[SQL Processing] Identify different trigger sources of a SQL Processing task

Description

CAPL - Story default text according to the team DoR (Definition of Ready)

01 - PERSON OF CONTACT (PERSON THAT CAN ANSWER QUESTIONS ABOUT THE PROBLEM):

@Renan Schroeder @Geny Isam Hamud Herrera

02 - PROBLEM (WHAT'S THE CURRENT PROBLEM SCENARIO OR PAIN TO BE RESOLVED?):

Today the task entity has a flag indicating if it was triggered by a pipeline scheduler or not (mdmTaskFromSchedule). This field is a boolean type and there isn't a default value assigned, so every task triggered by Carol Platform has this flag assigned to false, except when them were triggered by schedule pipeline (ScheduledTask.getTaskToSubmit).

The orchestrator also triggers SQL processing tasks independently through a HTTP request in endpoints:

  • /bigQuery/processQuery
  • carolApps/pipelines/process
  • carolApps/ {carolAppId}/pipelines/process/{pipelineName}
    * tenantApps/pipelines/process
    * tenantApps/{carolAppId}

    /pipelines/process/

    {pipelineName}

03 - GOAL (DESCRIBE THE PROPOSED SOLUTION):

We need to identify these different sources that are triggering a SQL Processing task on Carol Platform to enable the control of where the source will be to get the last datetime of successful task.

Maybe if we create a enum on the Task class identifying the source of trigger with a couple possible options:

  • TaskTriggerSource (Enum):
    • SCHEDULER:
      • All SQL Processing tasks scheduled by pipelines in Carol Apps.
    • USER:
      • All SQL Processing tasks that were triggered directly by user in UI.
    • ORCHESTRATOR:
      • All SQL Processing tasks that were triggered from /processQuery endpoint by orchestrator application.
    • PYCAROL:
      • All SQL Processing tasks that were triggered from /processQuery endpoint by pyCarol Python library.
    • PLATFORM:
      • Any other tasks which aren’t SQL Processing; or
      • Any HTTP requests to endpoints mentioned above that do not contains any known User-Agent assigned.

Example:

If the last execution of a SQL Processing task was from a scheduler pipeline, may the next time of execution of this task can be by orchestrator request, for reasons of architectural deficiency or any other else, and further back to be triggered by scheduler.
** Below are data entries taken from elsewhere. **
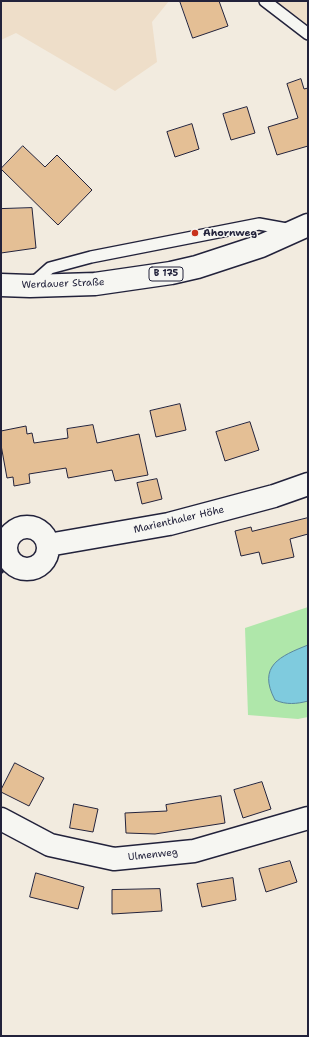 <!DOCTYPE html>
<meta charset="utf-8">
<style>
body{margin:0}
#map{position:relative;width:309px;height:1037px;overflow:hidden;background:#f2ebdf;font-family:"Shantell Sans",sans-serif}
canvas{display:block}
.frame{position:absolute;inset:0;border:2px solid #22223b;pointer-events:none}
</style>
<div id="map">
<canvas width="309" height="1037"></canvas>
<div class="frame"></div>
</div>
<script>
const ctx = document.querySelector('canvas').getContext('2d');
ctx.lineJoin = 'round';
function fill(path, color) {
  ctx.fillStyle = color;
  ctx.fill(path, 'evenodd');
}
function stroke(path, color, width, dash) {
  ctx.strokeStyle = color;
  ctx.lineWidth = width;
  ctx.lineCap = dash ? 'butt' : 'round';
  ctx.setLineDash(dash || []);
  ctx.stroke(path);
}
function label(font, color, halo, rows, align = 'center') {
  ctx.font = font + ' "Shantell Sans",sans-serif';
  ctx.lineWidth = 3;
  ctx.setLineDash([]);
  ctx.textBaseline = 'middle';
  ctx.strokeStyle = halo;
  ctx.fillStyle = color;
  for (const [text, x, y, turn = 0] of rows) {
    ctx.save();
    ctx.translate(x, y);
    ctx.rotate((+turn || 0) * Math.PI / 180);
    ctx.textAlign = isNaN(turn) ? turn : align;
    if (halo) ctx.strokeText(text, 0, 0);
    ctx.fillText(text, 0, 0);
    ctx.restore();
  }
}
fill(new Path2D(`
 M 1,1 L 169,1 L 152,22 L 157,62 L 115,91 L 16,33 L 1,40 Z
 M 274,1 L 308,1 L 308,27 Z`), '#eedec9');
fill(new Path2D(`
 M 308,607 L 308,717 L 298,719 L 248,715 L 245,628 Z`), '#afe7aa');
const water = new Path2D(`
 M 308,645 L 308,701 C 297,704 286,705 275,700 C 257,666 280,656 308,645 Z`);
fill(water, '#7fcbde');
stroke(water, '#5a879d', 1);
const building = new Path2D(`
 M 180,1 L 219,1 L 228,26 L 193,38 Z
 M 301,79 L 304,89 L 308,88 L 308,146 L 277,155 L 268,127 L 298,118 L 287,84 Z
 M 247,107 L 255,133 L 231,140 L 223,114 Z
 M 192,124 L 199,149 L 175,157 L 167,132 Z
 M 23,146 L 45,167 L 57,155 L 92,190 L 58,225 L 1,169 Z
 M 32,208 L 36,248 L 1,253 L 1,209 Z
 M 180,404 L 186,430 L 156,437 L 150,411 Z
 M 250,422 L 259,450 L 225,461 L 216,432 Z
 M 93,425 L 97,443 L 139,434 L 148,475 L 115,481 L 112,470 L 68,478 L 66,468 L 29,474 L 30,483 L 14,486 L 13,477 L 7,478 L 1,445 L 1,431 L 26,426 L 27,434 L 32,433 L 34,443 L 68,438 L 67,429 Z
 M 157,479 L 162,499 L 142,504 L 137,483 Z
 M 308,518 L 308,534 L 290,539 L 294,557 L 262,564 L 259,552 L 241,556 L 235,531 L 251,527 L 252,531 Z
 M 15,763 L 44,778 L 29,806 L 1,792 L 1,790 Z
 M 262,782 L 271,809 L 243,818 L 234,790 Z
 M 221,796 L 225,823 L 155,834 L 126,833 L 125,813 L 167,811 L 166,805 Z
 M 74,804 L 98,809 L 93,832 L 70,828 Z
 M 290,861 L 297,882 L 266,892 L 259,869 Z
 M 36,873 L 84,887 L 78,909 L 30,897 Z
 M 233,878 L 236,900 L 202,907 L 197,884 Z
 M 160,889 L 162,911 L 112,914 L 112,890 Z`);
fill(building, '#e4bf95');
stroke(building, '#22223b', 1);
const lane = new Path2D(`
 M 265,1 L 308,34
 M 32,284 L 50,268 L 91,257 L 259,224 L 292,230`);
const street = new Path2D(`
 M6 548a21 21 0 1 1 42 0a21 21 0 1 1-42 0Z
 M 48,545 L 169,524 L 274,496 L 308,484
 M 1,819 L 50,845 L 114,859 L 194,851 L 308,818`);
const primary = new Path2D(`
 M 1,285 L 30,286 L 95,284 L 171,273 L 197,267 L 261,246 L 308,225`);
stroke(lane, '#22223b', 14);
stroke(street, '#22223b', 25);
stroke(primary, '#22223b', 25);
stroke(new Path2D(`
 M 1,573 L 13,563`), '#22223b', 2.5, [3, 3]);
stroke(lane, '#f6f6f2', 11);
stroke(street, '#f6f6f2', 22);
stroke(primary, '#f6f6f2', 22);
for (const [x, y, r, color] of [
 [195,233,4,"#c8321e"]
]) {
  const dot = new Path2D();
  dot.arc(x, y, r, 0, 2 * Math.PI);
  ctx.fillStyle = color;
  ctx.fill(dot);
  stroke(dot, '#f6f6f2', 1.5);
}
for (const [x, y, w] of [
 [166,274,34]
]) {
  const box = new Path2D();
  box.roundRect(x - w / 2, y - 7, w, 14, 3);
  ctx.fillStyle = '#f6f6f2';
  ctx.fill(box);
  stroke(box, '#22223b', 1);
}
label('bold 9px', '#22223b', null, [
 ["B 175",166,274]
]);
label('bold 10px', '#22223b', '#f6f6f2', [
 ["Ahornweg",203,233]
], 'left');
label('10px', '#22223b', '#f6f6f2', [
 ["Werdauer Straße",63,284,-2],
 ["Marienthaler Höhe",179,520,-13],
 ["Ulmenweg",153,855,-6]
]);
</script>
The only exception in this rule is when the user wants to trigger the SQL Processing task directly on UI, the control of task execution efficiency should ignore the last successful task execution and proceed to task execution.

Datetime Trigger Source Last Trigger Source checkExistsDataToProcess Rule
2023-01-11 00:05:00 SCHEDULER SCHEDULER True Get last successful datetime from task WHERE task_trigger_source = 'SCHEDULER/ORCHESTRATOR' to check if there is data to be processed
2023-01-11 00:17:00 ORCHESTRATOR SCHEDULER True Get last successful datetime from task WHERE task_trigger_source = 'SCHEDULER/ORCHESTRATOR' to check if there is data to be processed
2023-01-11 00:18:00 PLATFORM ORCHESTRATOR False Proceed with task execution without to check if there is data to be processed
2023-01-11 00:18:30 PLATFORM ORCHESTRATOR True Get last successful datetime from task WHERE task_trigger_source = 'SCHEDULER/ORCHESTRATOR' to check if there is data to be processed
2023-01-11 00:25:00 SCHEDULER PLATFORM True Get last successful datetime from task WHERE task_trigger_source = 'SCHEDULER/ORCHESTRATOR' to check if there is data to be processed
2023-01-11 00:27:00 PYCAROL SCHEDULER False Proceed with task execution without to check if there is data to be processed
2023-01-11 00:28:00 PYCAROL PYCAROL True Get last successful datetime from task WHERE task_trigger_source = 'SCHEDULER/ORCHESTRATOR' to check if there is data to be processed

04 - WHO CAN USE THIS FEATURE (USER ROLES):
05 - ASSETS (FIGMA LINKS, RELEVANT DOCUMENTATION LINKS, JSON EXAMPLES, ETC):
06 - ACCEPTANCE CRITERIA:

  • Every task should be assigned with one of sources available in TaskTriggerSource. The default value for any task should be “PLATFORM", but in SQL processing tasks it shouldn’t be the default value, only ("PYCAROL“, "ORCHESTRATOR“, "SCHEDULER“ or "USER“).
  • Every request over any endpoints mentioned above, that can create SQL processing tasks, should create tasks with source originating from (USER / ORCHESTRATOR / PYCAROL), nothin else.
    • It will depend of the User-Agent sent in header of requests.
  • Every schedule task should be originated only with SCHEDULER, unless the user trigger the reprocess task from UI (so it must be USER).
  • All other tasks provided from Platform should be originated with PLATFORM.